Cuando Peter lo dejó para rodar Lawrence de Arabia —la película que lo catapultó a la fama—, yo me hice con su papel en The Long and the Short and the Tall durante el resto de la gira. Interpretar a uno de los protagonistas en una obra realmente buena y con un reparto de talento (incluido el excepcional Frank Finlay) era justo lo que necesitaba para recuperar la confianza. Regresé a Londres después de cuatro meses de gira en provincias convencido, de nuevo, de que iba por el buen camino. Me mudé a una casa compartida en Harley Street con otras diez personas entre las que se encontraba un joven actor llamado Terence Stamp —cockney, como yo—, a quien había conocido durante la gira.
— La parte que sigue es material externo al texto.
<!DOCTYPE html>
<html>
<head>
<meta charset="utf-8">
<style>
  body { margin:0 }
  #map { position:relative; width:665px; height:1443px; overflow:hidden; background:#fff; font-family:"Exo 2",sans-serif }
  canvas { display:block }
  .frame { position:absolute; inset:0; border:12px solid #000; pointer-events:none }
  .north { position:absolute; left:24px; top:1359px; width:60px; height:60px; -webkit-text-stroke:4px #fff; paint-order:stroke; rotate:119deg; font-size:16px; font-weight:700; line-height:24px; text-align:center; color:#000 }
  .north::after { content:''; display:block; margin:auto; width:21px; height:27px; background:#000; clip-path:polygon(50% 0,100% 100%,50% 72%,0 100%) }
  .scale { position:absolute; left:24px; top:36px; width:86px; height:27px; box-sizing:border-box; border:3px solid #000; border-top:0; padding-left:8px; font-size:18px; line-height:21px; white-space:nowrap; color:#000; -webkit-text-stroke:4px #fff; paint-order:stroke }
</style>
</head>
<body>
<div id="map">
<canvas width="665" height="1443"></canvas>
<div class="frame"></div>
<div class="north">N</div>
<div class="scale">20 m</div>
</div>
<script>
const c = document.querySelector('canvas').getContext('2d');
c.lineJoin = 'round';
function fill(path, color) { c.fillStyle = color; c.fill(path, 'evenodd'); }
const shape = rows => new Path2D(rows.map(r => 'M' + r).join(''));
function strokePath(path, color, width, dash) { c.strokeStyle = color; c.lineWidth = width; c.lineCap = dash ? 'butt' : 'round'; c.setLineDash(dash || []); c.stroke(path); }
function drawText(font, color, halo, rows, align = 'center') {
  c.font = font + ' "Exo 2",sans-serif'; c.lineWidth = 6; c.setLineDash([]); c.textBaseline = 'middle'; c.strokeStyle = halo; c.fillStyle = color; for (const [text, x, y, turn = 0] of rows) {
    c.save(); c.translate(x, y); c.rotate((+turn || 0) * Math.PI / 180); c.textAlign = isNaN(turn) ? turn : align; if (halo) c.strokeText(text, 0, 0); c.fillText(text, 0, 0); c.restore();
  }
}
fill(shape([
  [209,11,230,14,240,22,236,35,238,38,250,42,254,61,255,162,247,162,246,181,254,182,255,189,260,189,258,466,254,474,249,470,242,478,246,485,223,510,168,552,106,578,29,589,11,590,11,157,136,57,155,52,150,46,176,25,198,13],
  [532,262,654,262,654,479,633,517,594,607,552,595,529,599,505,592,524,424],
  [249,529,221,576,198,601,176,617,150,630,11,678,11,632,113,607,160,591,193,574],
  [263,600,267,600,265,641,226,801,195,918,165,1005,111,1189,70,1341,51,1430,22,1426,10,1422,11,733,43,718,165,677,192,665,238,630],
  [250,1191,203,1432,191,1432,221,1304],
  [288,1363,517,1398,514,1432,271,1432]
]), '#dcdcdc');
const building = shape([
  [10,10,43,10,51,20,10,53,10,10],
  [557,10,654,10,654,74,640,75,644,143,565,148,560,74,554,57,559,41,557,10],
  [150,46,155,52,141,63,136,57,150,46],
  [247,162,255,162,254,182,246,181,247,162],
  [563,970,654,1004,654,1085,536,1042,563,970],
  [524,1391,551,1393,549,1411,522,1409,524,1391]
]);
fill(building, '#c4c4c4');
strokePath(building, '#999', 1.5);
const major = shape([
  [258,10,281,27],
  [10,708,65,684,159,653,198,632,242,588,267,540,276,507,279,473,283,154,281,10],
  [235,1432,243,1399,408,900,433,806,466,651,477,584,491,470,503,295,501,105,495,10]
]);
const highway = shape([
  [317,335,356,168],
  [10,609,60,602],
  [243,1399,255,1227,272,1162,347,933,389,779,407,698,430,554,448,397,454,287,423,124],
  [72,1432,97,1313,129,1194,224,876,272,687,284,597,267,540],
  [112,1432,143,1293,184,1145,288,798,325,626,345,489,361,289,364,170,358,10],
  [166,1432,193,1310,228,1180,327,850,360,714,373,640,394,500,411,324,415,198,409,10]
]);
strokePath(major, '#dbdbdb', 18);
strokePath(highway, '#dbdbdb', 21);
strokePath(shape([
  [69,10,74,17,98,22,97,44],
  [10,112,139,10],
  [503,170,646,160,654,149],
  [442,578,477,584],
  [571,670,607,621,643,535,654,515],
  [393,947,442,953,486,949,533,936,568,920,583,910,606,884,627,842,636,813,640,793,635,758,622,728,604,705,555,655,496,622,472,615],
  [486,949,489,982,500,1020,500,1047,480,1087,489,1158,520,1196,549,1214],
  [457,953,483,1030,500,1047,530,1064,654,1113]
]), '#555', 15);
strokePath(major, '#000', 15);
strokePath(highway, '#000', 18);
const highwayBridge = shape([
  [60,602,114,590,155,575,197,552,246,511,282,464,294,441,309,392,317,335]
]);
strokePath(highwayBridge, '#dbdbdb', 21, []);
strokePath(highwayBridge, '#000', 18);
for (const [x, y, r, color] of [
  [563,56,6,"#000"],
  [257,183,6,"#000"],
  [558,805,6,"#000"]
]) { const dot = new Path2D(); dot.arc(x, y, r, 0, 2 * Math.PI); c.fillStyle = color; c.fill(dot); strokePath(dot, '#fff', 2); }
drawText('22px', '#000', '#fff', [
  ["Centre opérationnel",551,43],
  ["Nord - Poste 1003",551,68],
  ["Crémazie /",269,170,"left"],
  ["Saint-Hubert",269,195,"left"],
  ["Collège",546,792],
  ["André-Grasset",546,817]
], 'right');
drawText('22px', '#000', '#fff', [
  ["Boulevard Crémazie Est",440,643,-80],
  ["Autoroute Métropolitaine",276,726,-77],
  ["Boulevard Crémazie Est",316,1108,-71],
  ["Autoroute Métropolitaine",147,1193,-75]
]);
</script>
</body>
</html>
Tomé a Terry bajo mi tutela y lo inicié en algunos secretos fundamentales para que la vida le sonría a uno durante una gira. El primero de ellos era cómo hacerse con la mejor habitación en cada hotel. En segundo lugar, el más sofisticado significado del espectáculo The Dancing Years, de Ivor Novello. Aquel espectáculo giraba por provincias de forma casi constante y si coincidías con él estabas de suerte. Ambientada en Ruritania y con un reparto compuesto por un buen número de mocitas y zagales de pueblo, la obra se conocía entre la profesión como The Dancing Queers, ya que los mocitos siempre parecían gays. Aquello tenía como consecuencia una multitud de mocitas desconsoladas… aunque no por mucho tiempo, si Terry y yo andábamos por allí.